By Ryan Johnson
Arizona Daily Wildcat
Wednesday, September 21, 2005
Two things stick out when driving around Jefferson Park, the neighborhood just north of campus - "For Rent" signs and "Re-elect Kathleen Dunbar" signs. Oddly enough, the two are inextricably linked and characterize an age-old battle.
With 42 percent of houses in Jefferson Park serving as student rentals, the area is a complicated mingling of families and students. The two seem to always be at odds. College students want to be college students, and families would rather they act like cohabitating 40-year-olds.
And now the families are supporting their champion.
Kathleen Dunbar came onto the scene as one of five city councilwomen in 2001, endorsed by an Arizona Daily Wildcat columnist, no less. Things looked promising. She impressed people with her knowledge of traffic and road policies in Tucson and her overall knowledge of economic development.
But some time between then and now Dunbar seemed to focus less on Rio Nuevo and more on a moral crusade.
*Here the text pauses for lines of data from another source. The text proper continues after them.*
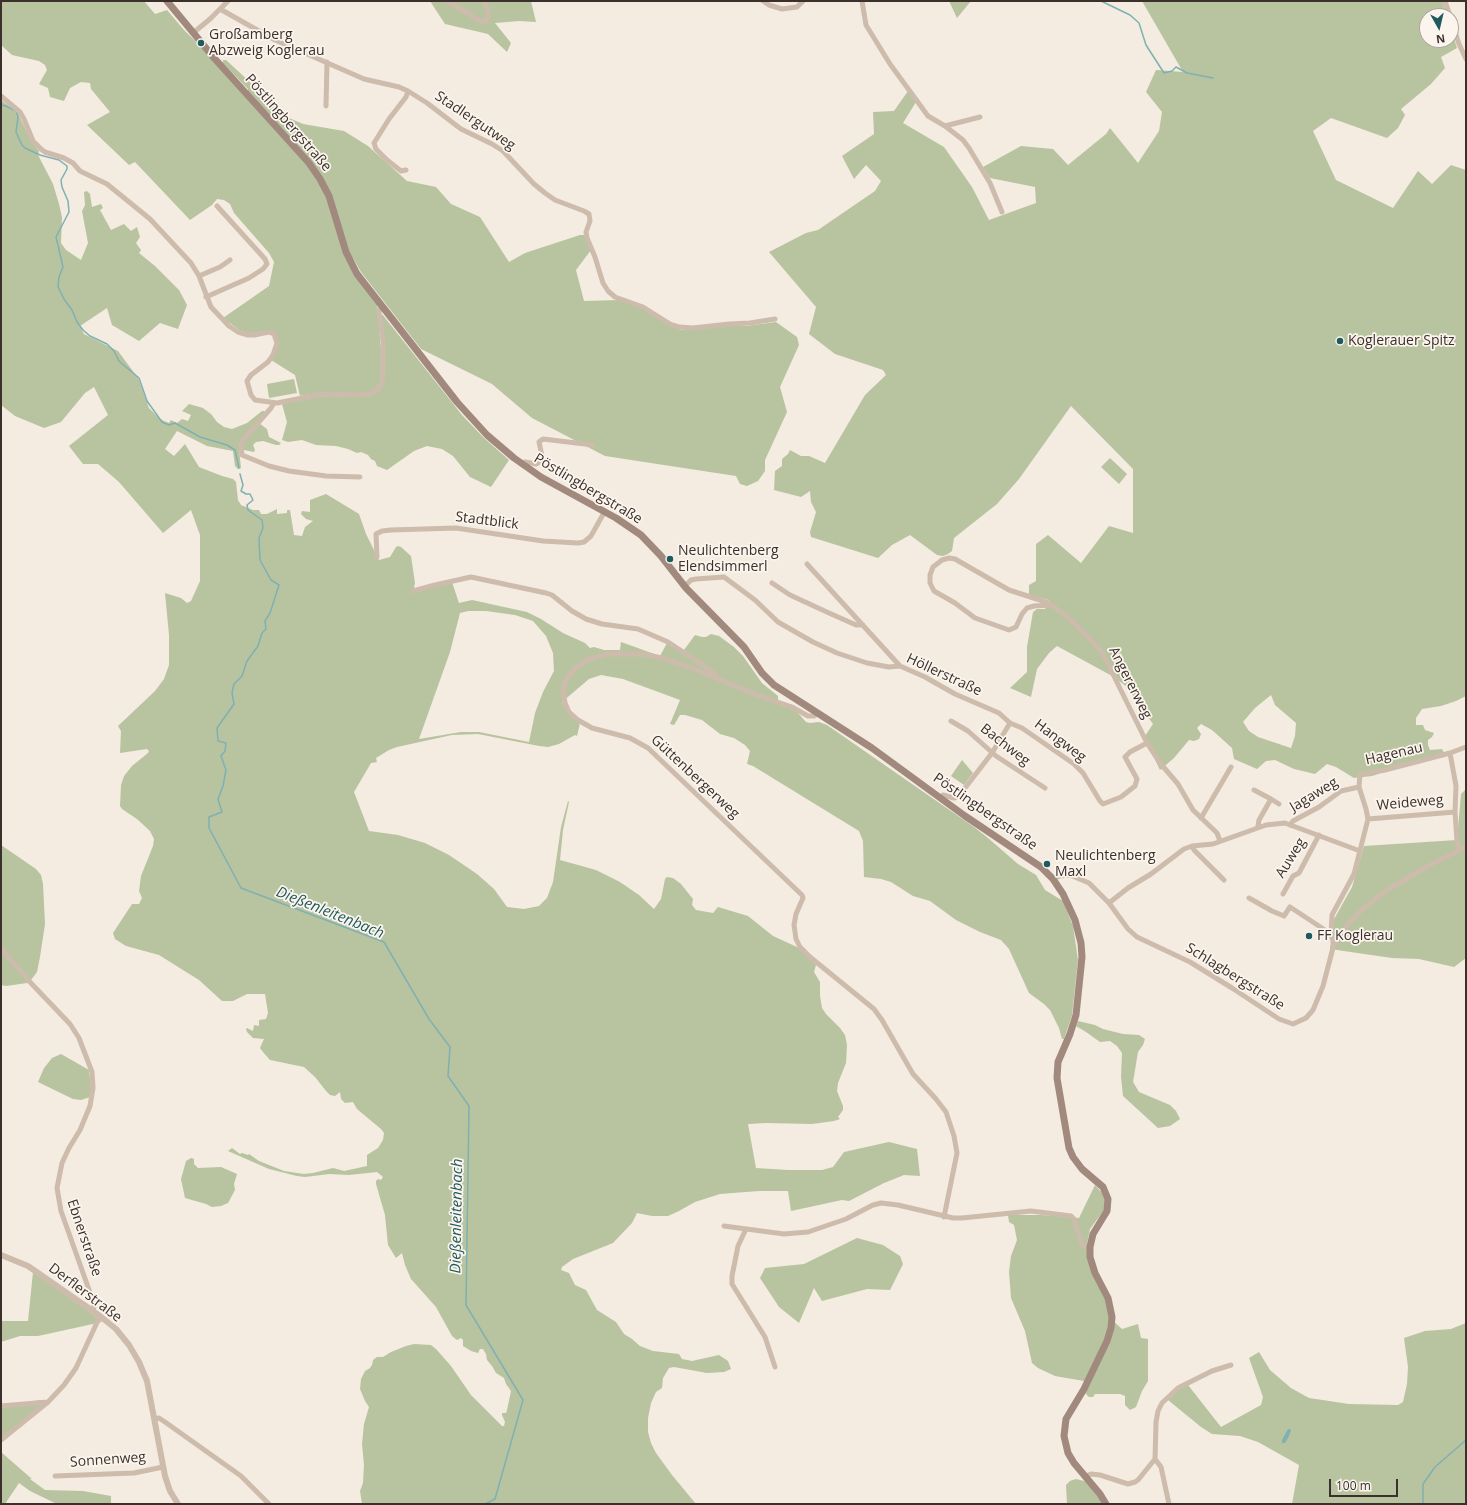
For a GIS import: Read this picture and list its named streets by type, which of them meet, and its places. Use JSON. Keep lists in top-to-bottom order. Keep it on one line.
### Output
{"streets":{"main road":["Pöstlingbergstraße"],"street":["Stadlergutweg","Stadtblick","Höllerstraße","Angererweg","Hangweg","Bachweg","Hagenau","Güttenbergerweg","Jagaweg","Weideweg","Auweg","Schlagbergstraße","Ebnerstraße","Derflerstraße","Sonnenweg"]},"crossings":[["Pöstlingbergstraße","Stadtblick"],["Pöstlingbergstraße","Höllerstraße"],["Pöstlingbergstraße","Güttenbergerweg"],["Pöstlingbergstraße","Schlagbergstraße"],["Höllerstraße","Hangweg"],["Angererweg","Hangweg"],["Angererweg","Jagaweg"],["Hagenau","Jagaweg"],["Hagenau","Weideweg"],["Hagenau","Auweg"],["Hagenau","Schlagbergstraße"],["Jagaweg","Auweg"],["Weideweg","Schlagbergstraße"],["Ebnerstraße","Derflerstraße"],["Derflerstraße","Sonnenweg"]],"water":["Dießenleitenbach"],"places":["Großamberg Abzweig Koglerau","Koglerauer Spitz","Neulichtenberg Elendsimmerl","Neulichtenberg Maxl","FF Koglerau"],"scale_bar":"100 m","north":"bottom"}
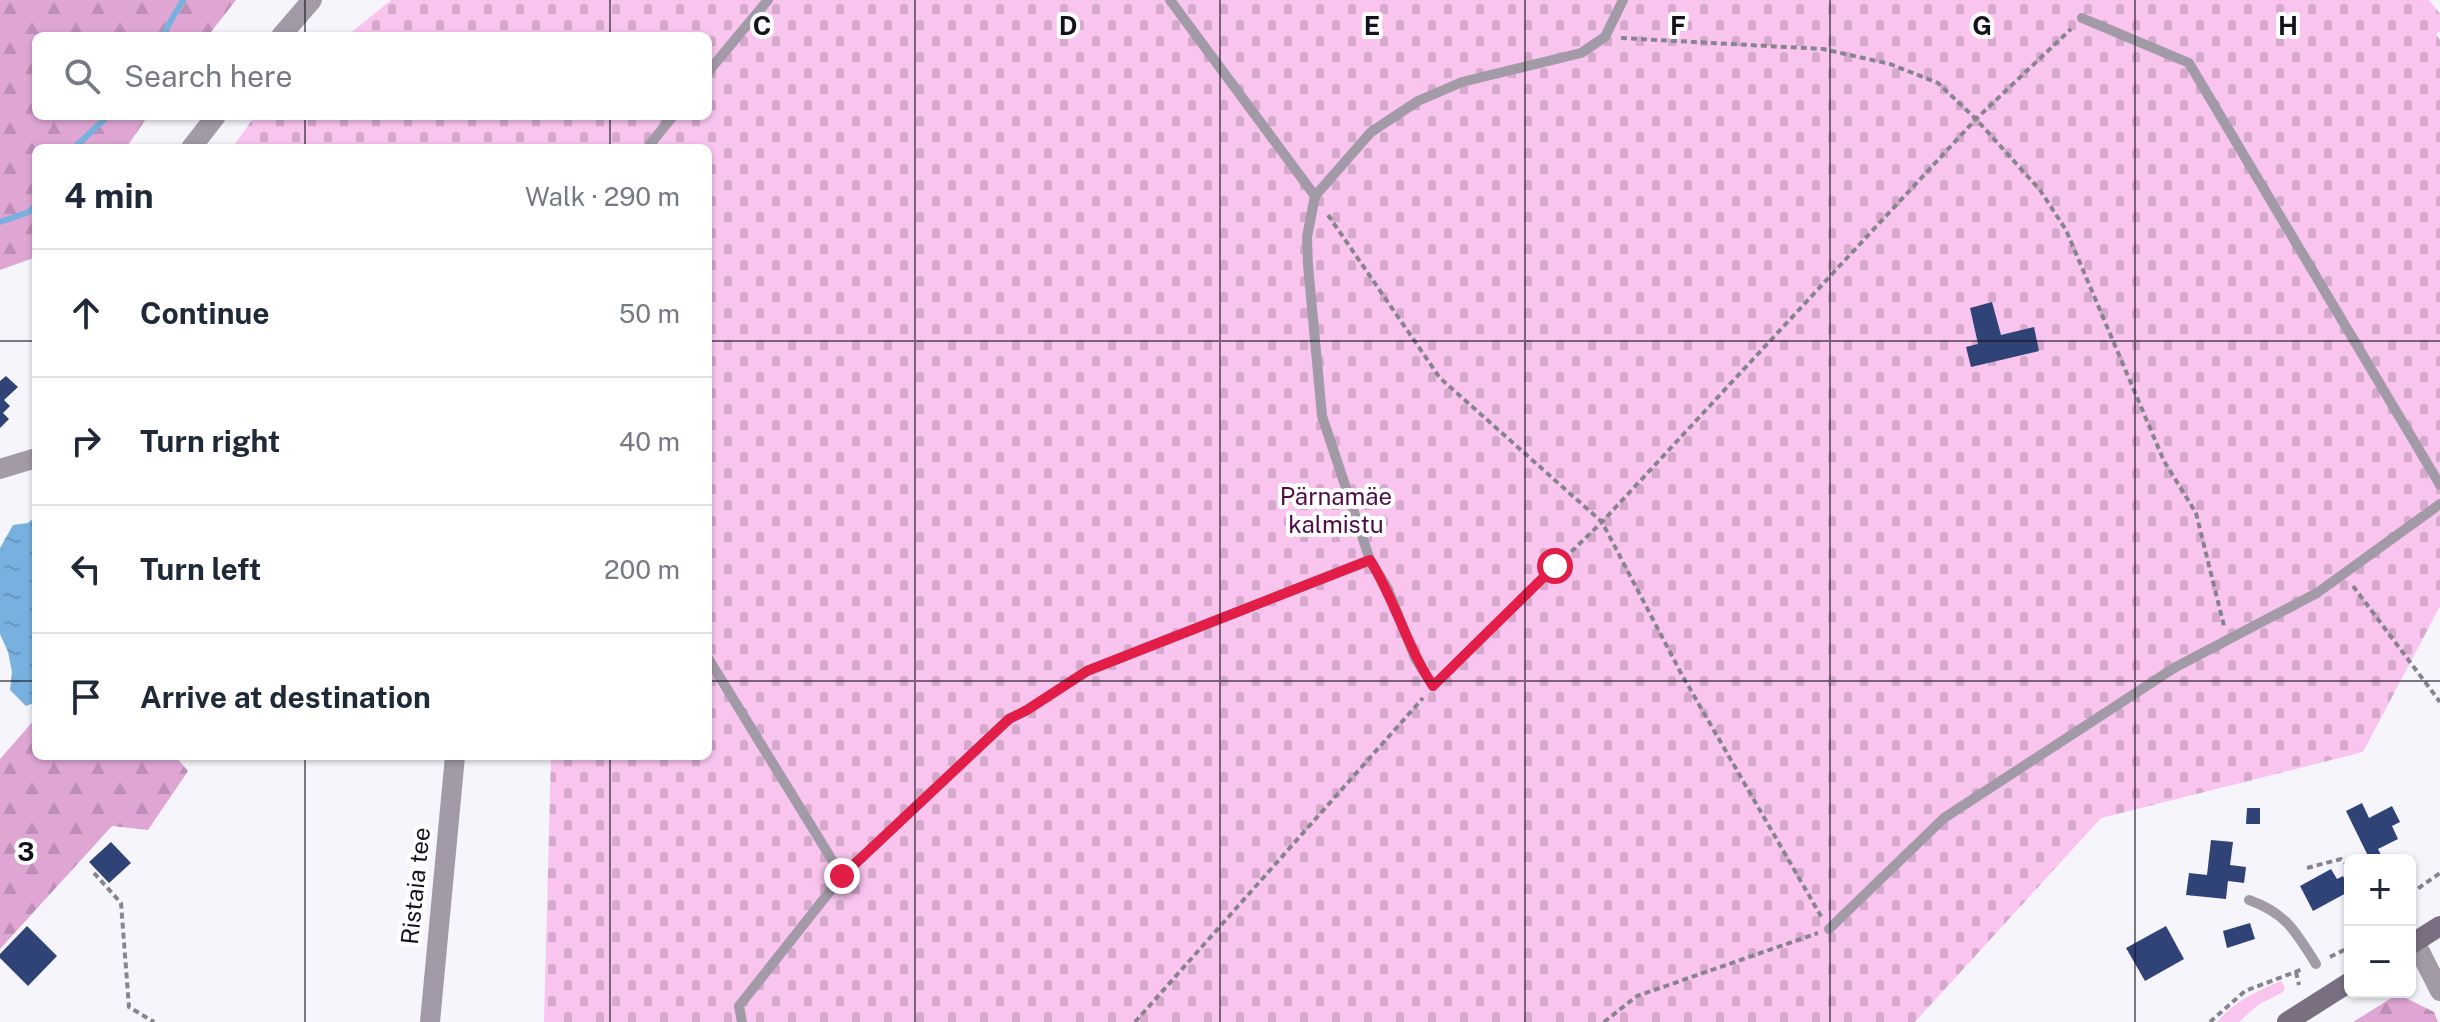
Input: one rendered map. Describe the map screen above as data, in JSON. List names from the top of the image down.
{
  "streets": {
    "street": ["Ristaia tee"]
  },
  "parks": ["Pärnamäe kalmistu"],
  "page": {
    "search": "Search here",
    "heading": ["4 min", "Walk · 290 m"],
    "list": [
      ["Continue", "50 m"],
      ["Turn right", "40 m"],
      ["Turn left", "200 m"],
      "Arrive at destination"
    ],
    "map_buttons": ["+", "−"]
  },
  "grid": {
    "columns": [
      "C",
      "D",
      "E",
      "F",
      "G",
      "H"
    ],
    "rows": ["3"]
  }
}
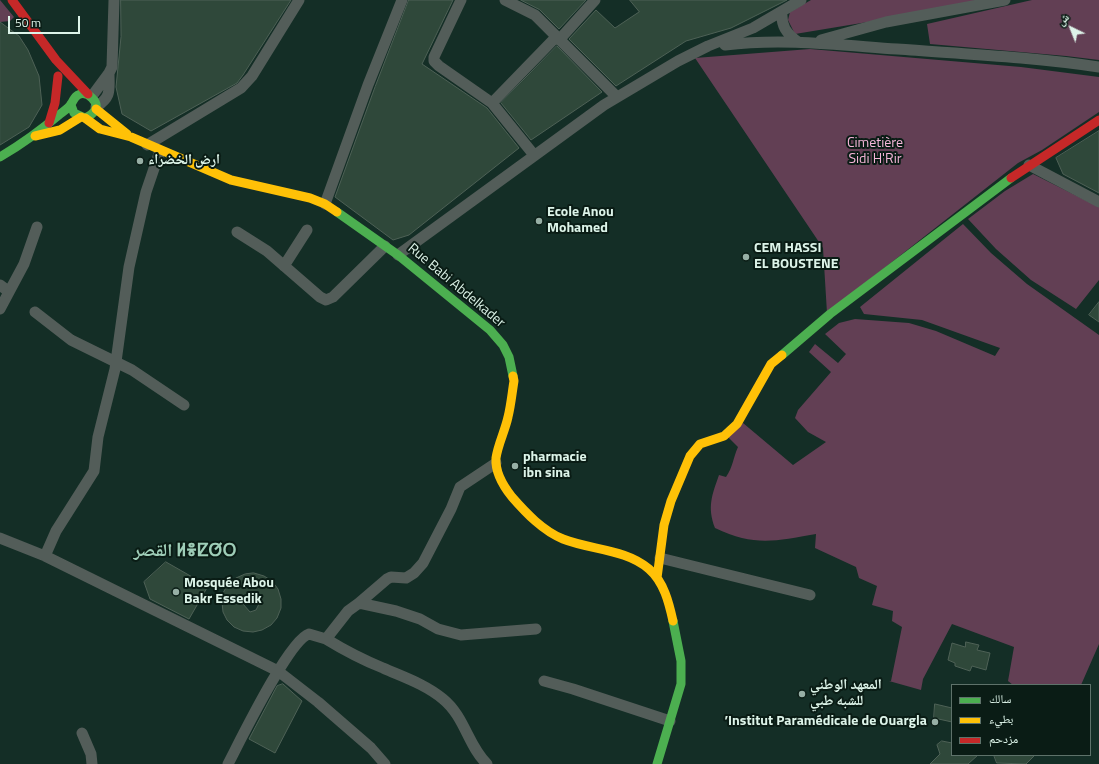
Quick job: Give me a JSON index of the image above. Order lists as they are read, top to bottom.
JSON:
{
  "streets": {
    "main road": ["Rue Babi Abdelkader"]
  },
  "districts": ["القصر ⵍⴻⵇⵚⵔ"],
  "parks": ["Cimetière Sidi H'Rir"],
  "places": [
    "ارض الخضراء",
    "Ecole Anou Mohamed",
    "CEM HASSI EL BOUSTENE",
    "pharmacie ibn sina",
    "Mosquée Abou Bakr Essedik",
    "المعهد الوطني للشبه طبي",
    "’Institut Paramédicale de Ouargla"
  ],
  "legend": ["سالك", "بطيء", "مزدحم"],
  "scale_bar": "50 m",
  "north": "top left"
}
Most famously, during her tenure the Tucson City Council enacted the so-called "red-tag" ordinance.
The ordinance allows police officers to place a bright red sticker on the house of anyone having a party. But party is defined as any gathering with five or more people. In a neighborhood with plenty of homes with more than five people, this means that it's always a party. Even "Animal House" can't match that.
Despite being an obvious violation of the due process clause, the policy has made Dunbar wildly popular among the neighborhood associations, as evidenced by the signs and several endorsements listed on her Web site.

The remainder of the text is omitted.